Hamlet in New York, United States

South Butler is a hamlet in the Town of Butler, Wayne County, New York, United States near the Savannah town line. It is located seven miles (11 km) south-southeast of the Village of Wolcott and five miles (8 km) north of the hamlet of Savannah, at an elevation of 400 feet (122 m). The primary cross roads where the hamlet is located are N.Y. Route 89, South Butler Road (CR 271) and South Butler-Conquest Road (CR 275).
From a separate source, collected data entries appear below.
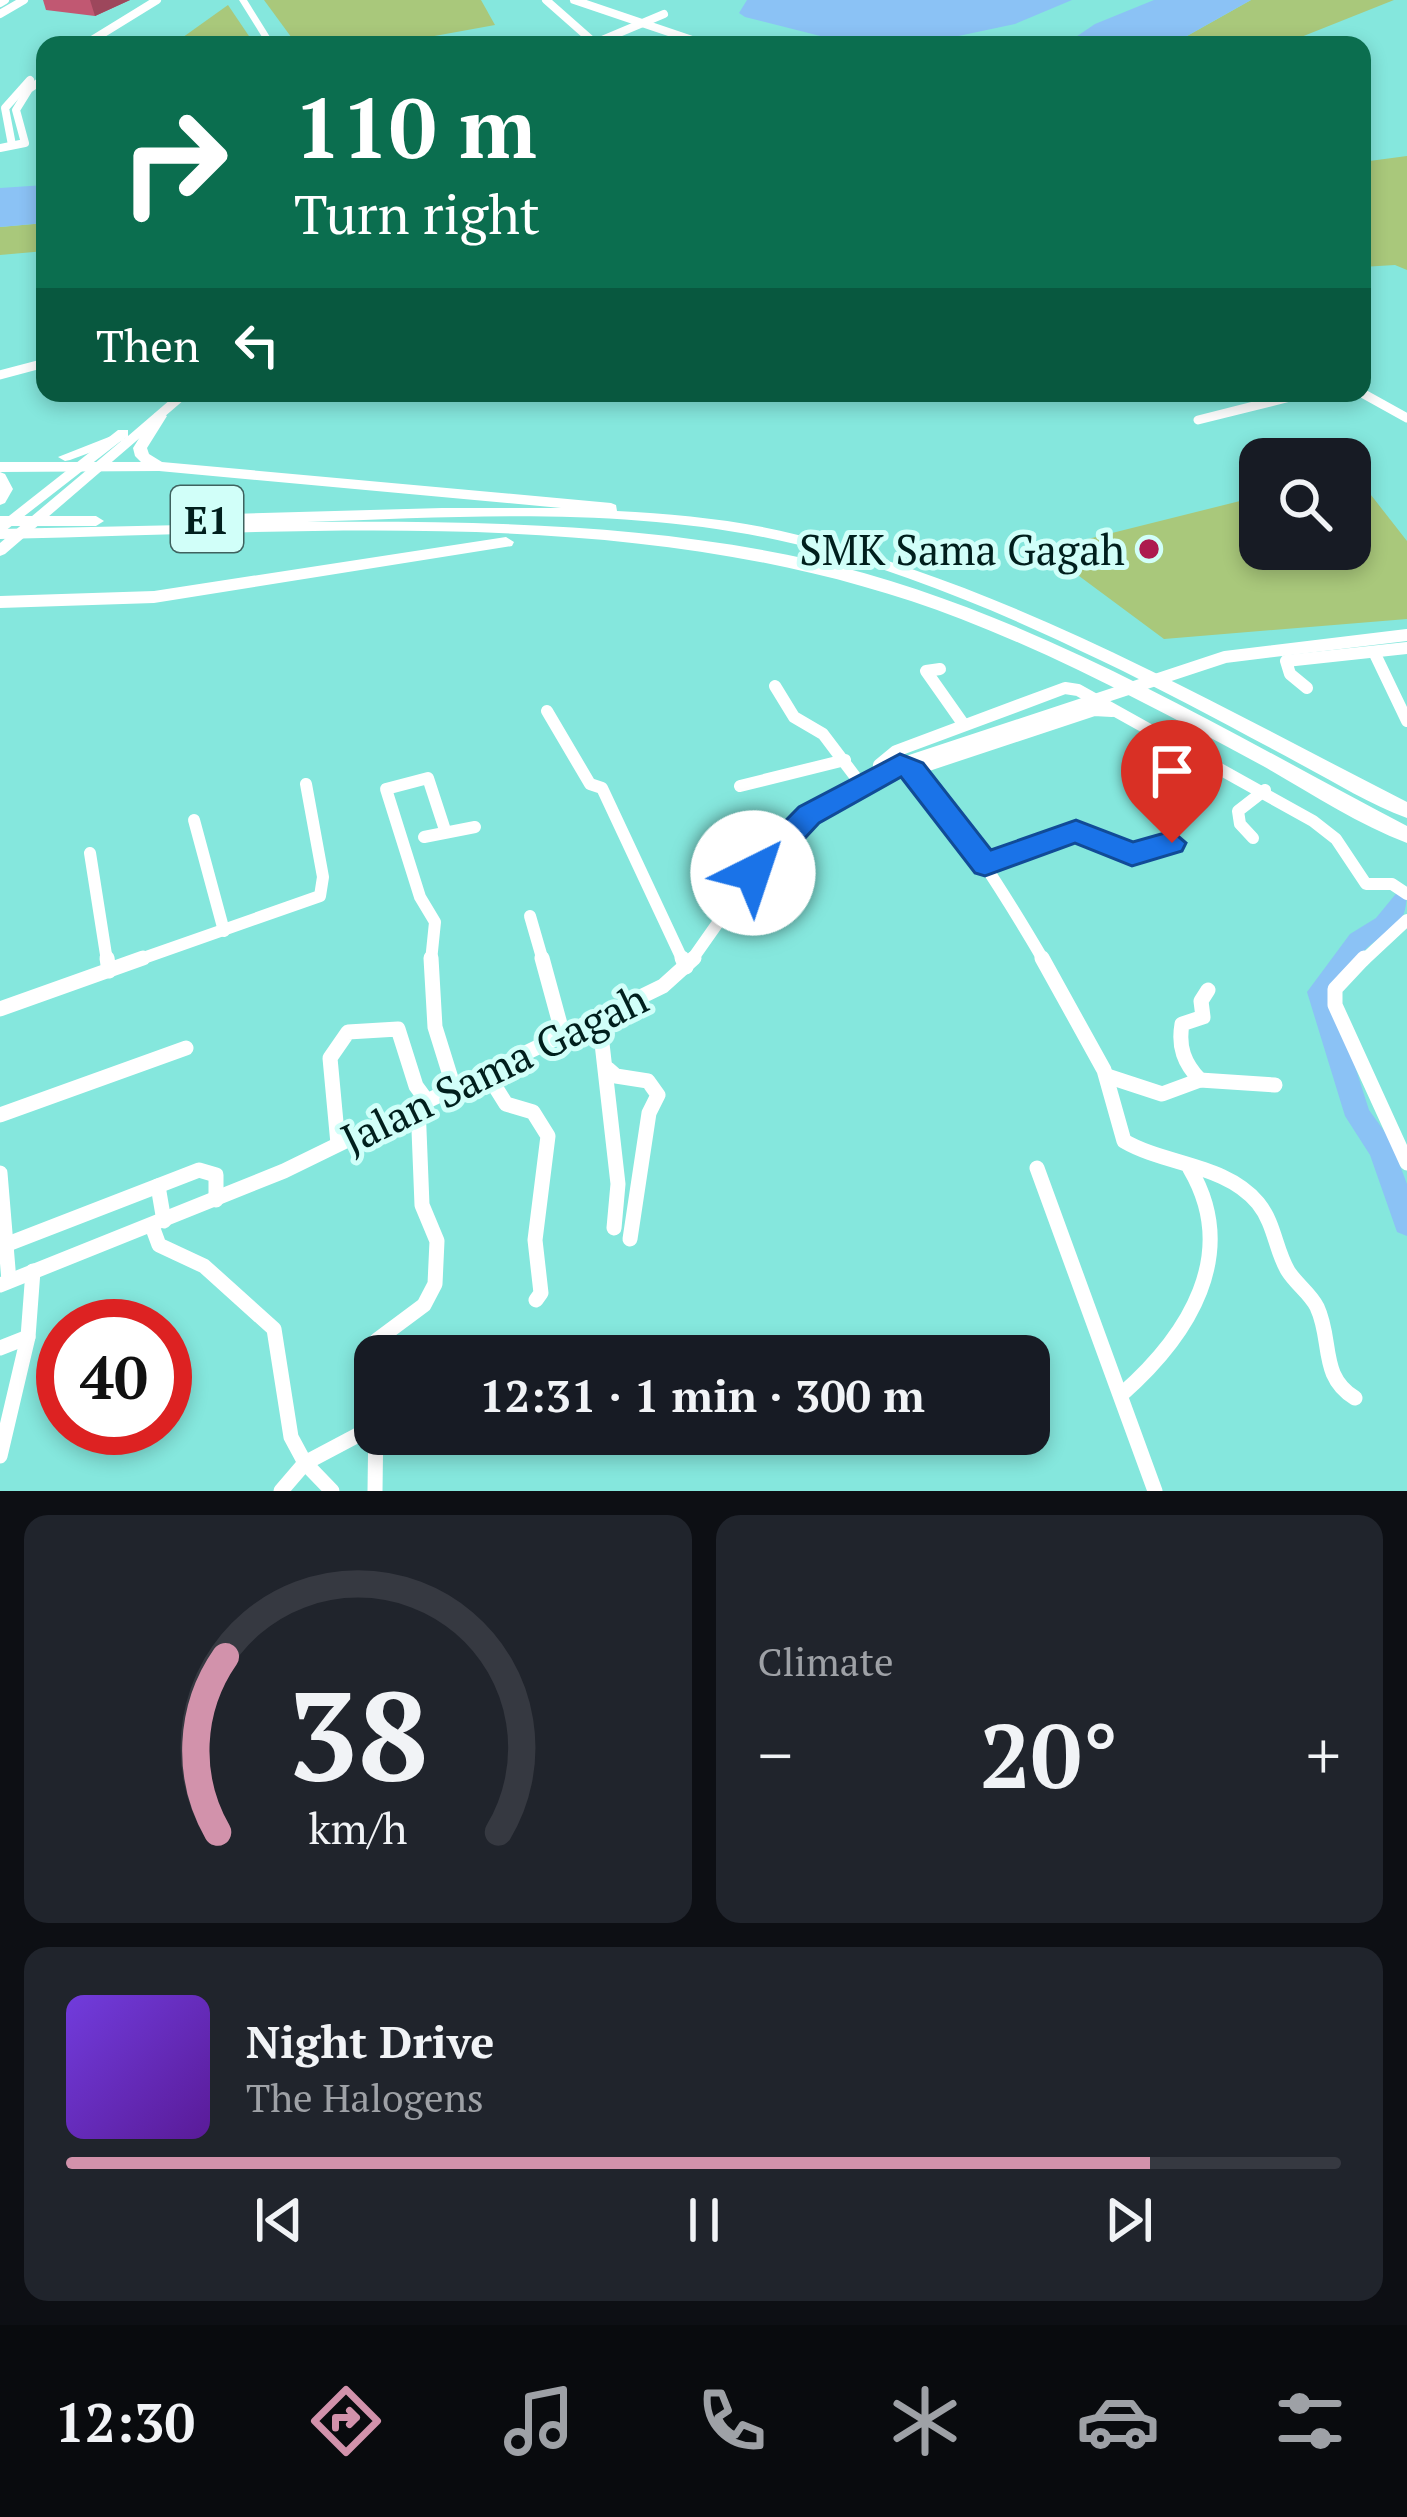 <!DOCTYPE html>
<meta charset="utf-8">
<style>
body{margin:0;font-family:"PT Serif",serif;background:#20242c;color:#f1f3f6;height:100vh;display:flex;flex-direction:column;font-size:45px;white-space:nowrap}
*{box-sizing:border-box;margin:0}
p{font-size:39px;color:#9ea1a6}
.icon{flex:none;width:66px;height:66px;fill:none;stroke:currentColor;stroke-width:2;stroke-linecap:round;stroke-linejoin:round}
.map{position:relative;height:1491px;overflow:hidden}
.details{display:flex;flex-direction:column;gap:24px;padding:24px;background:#0d0f14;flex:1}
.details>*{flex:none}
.hud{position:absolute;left:36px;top:36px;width:1335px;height:366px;border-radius:24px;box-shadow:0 6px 18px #0003;background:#0b6e4f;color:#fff;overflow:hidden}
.buttons{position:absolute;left:1239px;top:438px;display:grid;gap:24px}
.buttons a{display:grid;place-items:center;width:132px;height:132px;border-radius:24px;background:#171b24;box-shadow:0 6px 18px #0003;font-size:60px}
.speed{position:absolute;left:36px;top:1299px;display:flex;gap:24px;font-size:60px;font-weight:700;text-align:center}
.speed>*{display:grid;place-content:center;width:156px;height:156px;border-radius:50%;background:#171b24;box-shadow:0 6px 18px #0003;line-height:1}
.speed .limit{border:18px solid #d22;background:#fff;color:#111}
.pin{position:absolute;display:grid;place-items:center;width:102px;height:102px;color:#fff;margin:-123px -51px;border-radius:50% 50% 50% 0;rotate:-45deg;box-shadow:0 0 12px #0007}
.pin .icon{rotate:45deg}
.me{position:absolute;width:132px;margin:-66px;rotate:41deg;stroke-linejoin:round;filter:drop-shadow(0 0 9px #0008)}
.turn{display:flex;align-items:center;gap:42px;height:252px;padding:0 60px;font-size:54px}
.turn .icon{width:156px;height:156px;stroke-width:2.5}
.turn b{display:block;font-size:84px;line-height:102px}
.then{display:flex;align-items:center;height:114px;padding:0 60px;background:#0003;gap:24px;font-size:45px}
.big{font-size:90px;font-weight:600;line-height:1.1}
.details .card{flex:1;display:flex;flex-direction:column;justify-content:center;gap:18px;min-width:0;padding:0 42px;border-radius:24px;background:#20242c}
.details .dial{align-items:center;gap:0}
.dial svg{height:312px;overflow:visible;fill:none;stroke:#363941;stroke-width:7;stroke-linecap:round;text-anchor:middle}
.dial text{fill:#f1f3f6;stroke:none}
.song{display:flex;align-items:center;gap:36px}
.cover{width:144px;height:144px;border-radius:18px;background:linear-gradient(135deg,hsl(260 70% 55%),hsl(270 70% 35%))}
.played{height:12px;border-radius:6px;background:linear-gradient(90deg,#d292ab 85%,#363941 85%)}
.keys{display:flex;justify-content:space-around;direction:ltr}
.heat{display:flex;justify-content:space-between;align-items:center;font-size:66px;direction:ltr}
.details .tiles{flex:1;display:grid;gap:24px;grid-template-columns:1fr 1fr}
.card:last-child{grid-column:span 2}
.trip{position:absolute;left:354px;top:1335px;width:696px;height:120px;border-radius:24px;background:#171b24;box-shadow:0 6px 18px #0003;font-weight:600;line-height:120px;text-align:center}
.tab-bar{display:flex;height:192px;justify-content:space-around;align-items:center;background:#090b0e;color:#9ea1a6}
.tab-bar .icon{width:84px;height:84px}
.tab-bar .active{color:#d292ab}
.tab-bar b{font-size:54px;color:#f1f3f6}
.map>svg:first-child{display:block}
</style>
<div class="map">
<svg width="1407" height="1491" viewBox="0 0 1407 1491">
<rect width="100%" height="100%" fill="#85e7dd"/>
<g fill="#a9c87b">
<polygon points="264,0 481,0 495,25 385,45 297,45"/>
<polygon points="1251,0 1394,0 1281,45 1171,45"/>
<polygon points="228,5 255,45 172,45"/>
<polygon points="1407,156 1407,270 1395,265 1362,267 1362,162"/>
<polygon points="45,223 45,251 0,255 0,227"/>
<polygon points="1353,472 1407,541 1407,619 1164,639 1044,550 1260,496 1260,549 1350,549"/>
</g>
<g fill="#8bc2f5">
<polygon points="747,0 1072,0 1015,24 916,45 856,45 745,17 739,13"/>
<polygon points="1154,0 1251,0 1171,45 1064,45 1095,24"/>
<polygon points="45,185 45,223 0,227 0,188"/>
</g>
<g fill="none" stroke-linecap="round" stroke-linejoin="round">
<path fill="#8bc2f5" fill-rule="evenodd" d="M 1407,887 C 1407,929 1395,924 1368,947 C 1354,959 1343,979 1332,994 L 1369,1110 L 1390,1139 L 1407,1184 L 1407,1236 L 1397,1232 L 1370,1155 L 1345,1116 L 1307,992 L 1350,934 L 1376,918 L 1399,890 Z"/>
<g stroke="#fff" stroke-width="8">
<polyline points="546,0 597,45"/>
<polyline points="574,0 707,45"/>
<polyline points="0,3 5,0"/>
<polyline points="0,14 24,0"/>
<polyline points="595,43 664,14"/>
<polyline points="84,45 157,0"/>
<polyline points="12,145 5,108 30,80"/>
<polyline points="0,148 25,143 16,110 29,89 45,78"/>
</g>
<g stroke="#fff" stroke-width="9">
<polyline points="0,375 45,363"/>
<polyline points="1362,393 1407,418"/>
<polyline points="1198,420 1306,393"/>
</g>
<g stroke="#fff" stroke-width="12">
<polyline points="1374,652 1407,721"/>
<polyline points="940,669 926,671 964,725"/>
<polyline points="775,686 794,717 823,734 860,783"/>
<polyline points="1307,688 1290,674 1286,661 1407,648"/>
<polyline points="547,711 590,784 602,788 683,961"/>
<path d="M 900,764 C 937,781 1020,920 1044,961"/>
<polyline points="913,770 1094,710 1112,711"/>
<polyline points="878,775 879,765 896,751 1065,688 1078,690 1313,821 1336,839 1366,884 1392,884 1407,894"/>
<polyline points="740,786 845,760"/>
<polyline points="194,820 224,931"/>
<polyline points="424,837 475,827"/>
<polyline points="1253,838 1240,824 1238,811 1265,790"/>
<polyline points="90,853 107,961"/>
<polyline points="985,864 1076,831 1143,854 1172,843 1172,820"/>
<polyline points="530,916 543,961"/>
<polyline points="135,961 320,896 323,877 306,784"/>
<polyline points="431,961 435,922 420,897 386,789 428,778 445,830"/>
<polyline points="691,961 755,870 790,832 831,802 898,765 1225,657 1407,635"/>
<polyline points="1363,961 1407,920"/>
</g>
<g stroke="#fff" stroke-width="15">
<polyline points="107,958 109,971"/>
<polyline points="431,958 435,1027 454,1088"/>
<polyline points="542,958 563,1035"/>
<polyline points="682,958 686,967"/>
<path d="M 1042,958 L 1104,1070 L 1124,1141 C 1165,1165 1226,1164 1258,1203 C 1275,1224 1275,1249 1288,1271 C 1296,1284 1310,1293 1317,1307 C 1333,1341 1319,1376 1355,1398"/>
<polyline points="1364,958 1335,989 1335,1005 1407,1163"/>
<polyline points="0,1009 143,958"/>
<polyline points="599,1017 618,1184 614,1228"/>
<polyline points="608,1069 616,1076 648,1081 658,1095 649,1113 630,1239"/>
<polyline points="486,1072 506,1104 533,1112 548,1136 535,1240 541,1293 536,1300"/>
<polyline points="1107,1076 1162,1094 1200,1080 1275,1085"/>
<path d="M 1200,1080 C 1184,1063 1178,1047 1182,1024 L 1203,1017 L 1201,1001 L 1208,990"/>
<polyline points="0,1115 186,1048"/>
<polyline points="338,1144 330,1058 348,1032 398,1029 416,1086 427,1101"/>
<polyline points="1037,1168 1155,1491"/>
<polyline points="0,1173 9,1281"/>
<polyline points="158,1186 164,1221"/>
<polyline points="152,1226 159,1245 204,1266 274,1329 291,1437 305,1463 332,1491"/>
<polyline points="0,1247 199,1170 216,1175 216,1200"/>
<polyline points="0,1285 284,1171 663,986 694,958"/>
<polyline points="0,1348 28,1337"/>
<path d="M 1122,1394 C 1189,1335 1240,1254 1190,1169"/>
<polyline points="544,1434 553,1441"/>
<polyline points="0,1456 28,1337 33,1271"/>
<polyline points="281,1491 305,1463 373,1427"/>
<polyline points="375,1491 377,1340 424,1305 435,1284 437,1241 422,1205 418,1105"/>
</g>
<g fill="#fff" fill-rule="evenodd">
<polygon points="239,0 247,0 275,45 267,45"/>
<polygon points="178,393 192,393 5,554 0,556 0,543 126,437 0,535 0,523 118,430 128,430 128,436"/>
</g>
<g fill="#fff" fill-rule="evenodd">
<path d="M 160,412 L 167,416 L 147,448 L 149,454 L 162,462 L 611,503 L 616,505 L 617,511 C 677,514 739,520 798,535 C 1015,589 1209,701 1407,802 L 1407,818 C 1371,805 1336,783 1302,765 C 1235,729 1169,693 1100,660 C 1003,613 901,570 795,544 C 637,506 468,516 307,522 C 476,521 646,523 812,560 C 1025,608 1216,726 1407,826 L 1407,843 C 1357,824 1309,792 1263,766 C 1164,713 1065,659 961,619 C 655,501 321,533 0,539 L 0,529 L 229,524 L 223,519 L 231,514 L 442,508 L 561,508 L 159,471 L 0,472 L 0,462 L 141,462 L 135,456 L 133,448 L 155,413 Z"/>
<polygon points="119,433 124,434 124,440 70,460 65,461 58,457"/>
<polygon points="0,472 5,474 13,489 5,503 0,505"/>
<polygon points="0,516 96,516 104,521 96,526 0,526"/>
<polygon points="506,537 514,542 512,546 154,603 0,608 0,596 154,591"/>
</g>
</g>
<polygon fill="#c15872" points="43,0 130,0 95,16 46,10"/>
<polygon fill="#9d475c" points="90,0 130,0 95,16"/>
<polygon fill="#1a73e8" stroke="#114b97" stroke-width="3" points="900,754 923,763 991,850 1076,820 1133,842 1172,831 1186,843 1182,851 1132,866 1075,843 985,876 975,873 901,777 819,823 764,882 743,882 739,873 743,864 799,807"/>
<circle fill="#ad1b4f" stroke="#d1fff9" stroke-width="4.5" cx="1149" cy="549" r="12"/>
<g text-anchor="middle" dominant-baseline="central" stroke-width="10" stroke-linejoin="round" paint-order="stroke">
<rect fill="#d1fff9" stroke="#3f625f" stroke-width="3" x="171" y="486" width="72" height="66" rx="9"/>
<g font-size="39" font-weight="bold" fill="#001f1d">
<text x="207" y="519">E1</text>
</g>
<g font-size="42" fill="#001f1d" stroke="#d1fff9" text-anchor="end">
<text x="1125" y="549">SMK Sama Gagah</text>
</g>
<g font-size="42" fill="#001f1d" stroke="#d1fff9">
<text transform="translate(494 1068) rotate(-26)">Jalan Sama Gagah</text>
</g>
</g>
</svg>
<div class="buttons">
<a><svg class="icon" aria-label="search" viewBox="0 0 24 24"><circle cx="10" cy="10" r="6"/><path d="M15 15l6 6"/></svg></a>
</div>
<div class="speed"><div class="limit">40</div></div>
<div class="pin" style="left:1172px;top:843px;background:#d93025"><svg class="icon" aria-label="arrive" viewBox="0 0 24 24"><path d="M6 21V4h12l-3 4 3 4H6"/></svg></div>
<svg class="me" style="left:753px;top:873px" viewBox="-20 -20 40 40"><circle r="19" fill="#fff"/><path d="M0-13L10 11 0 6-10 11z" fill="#1a73e8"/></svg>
<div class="trip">12:31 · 1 min · 300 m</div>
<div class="hud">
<div class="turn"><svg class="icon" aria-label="right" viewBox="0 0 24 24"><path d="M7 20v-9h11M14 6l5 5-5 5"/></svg><div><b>110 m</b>Turn right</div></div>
<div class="then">Then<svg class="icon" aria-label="left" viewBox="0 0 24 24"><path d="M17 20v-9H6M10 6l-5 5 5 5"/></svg></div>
</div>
</div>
<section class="details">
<div class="tiles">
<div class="card dial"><svg viewBox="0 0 100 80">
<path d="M14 69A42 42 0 1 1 86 69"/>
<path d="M14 69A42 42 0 0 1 16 24" stroke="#d292ab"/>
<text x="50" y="56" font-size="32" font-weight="700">38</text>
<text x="50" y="72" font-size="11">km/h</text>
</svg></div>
<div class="card"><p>Climate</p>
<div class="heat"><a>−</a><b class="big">20°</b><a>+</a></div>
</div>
<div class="card">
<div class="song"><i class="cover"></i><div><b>Night Drive</b><p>The Halogens</p></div></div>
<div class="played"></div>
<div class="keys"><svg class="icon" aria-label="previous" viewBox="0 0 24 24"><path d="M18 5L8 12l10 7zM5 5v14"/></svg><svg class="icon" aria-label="pause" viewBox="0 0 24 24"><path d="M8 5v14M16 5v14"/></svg><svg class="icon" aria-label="next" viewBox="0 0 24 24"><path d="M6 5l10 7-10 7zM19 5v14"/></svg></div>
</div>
</div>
</section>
<nav class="tab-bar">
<b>12:30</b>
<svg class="icon active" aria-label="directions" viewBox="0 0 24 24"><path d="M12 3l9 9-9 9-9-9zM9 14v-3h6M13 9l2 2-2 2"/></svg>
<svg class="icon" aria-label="music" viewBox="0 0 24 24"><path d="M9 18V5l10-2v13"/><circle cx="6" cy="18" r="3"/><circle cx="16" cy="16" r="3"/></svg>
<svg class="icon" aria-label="phone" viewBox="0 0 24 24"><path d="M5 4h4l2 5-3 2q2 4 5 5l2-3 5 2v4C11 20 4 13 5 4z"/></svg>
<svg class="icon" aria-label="climate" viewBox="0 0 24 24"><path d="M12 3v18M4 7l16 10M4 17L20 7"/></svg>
<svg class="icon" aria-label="car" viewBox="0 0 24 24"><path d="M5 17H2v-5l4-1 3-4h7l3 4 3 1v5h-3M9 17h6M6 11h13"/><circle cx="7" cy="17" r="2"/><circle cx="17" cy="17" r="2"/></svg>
<svg class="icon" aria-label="filters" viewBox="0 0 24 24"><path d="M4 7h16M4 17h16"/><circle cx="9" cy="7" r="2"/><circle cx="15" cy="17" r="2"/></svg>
</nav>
A United States Post Office is located in South Butler with a ZIP Code of 13154.

==History==
The hamlet was formerly known as Harringtons Corners. In 1853 at South Butler, Antoinette Brown Blackwell was the first female minister to be ordained in the United States.

==Attractions==
South Butler is home to South Butler Nostalgia Dragway, an independently owned 1/10-mile (0.16 km) 'no-prep' dragstrip. Originally known as Warrick (or Jackson's) Dragway and later King's Dragway, it first opened in 1958 and hosted various categories of drag racing. The track closed in 1977, but was recently revived and now provides old school style drag racing with no use of nitrous allowed. South Butler Nostalgia Dragway currently operates four events per year, on the last Sunday of each month from June through September.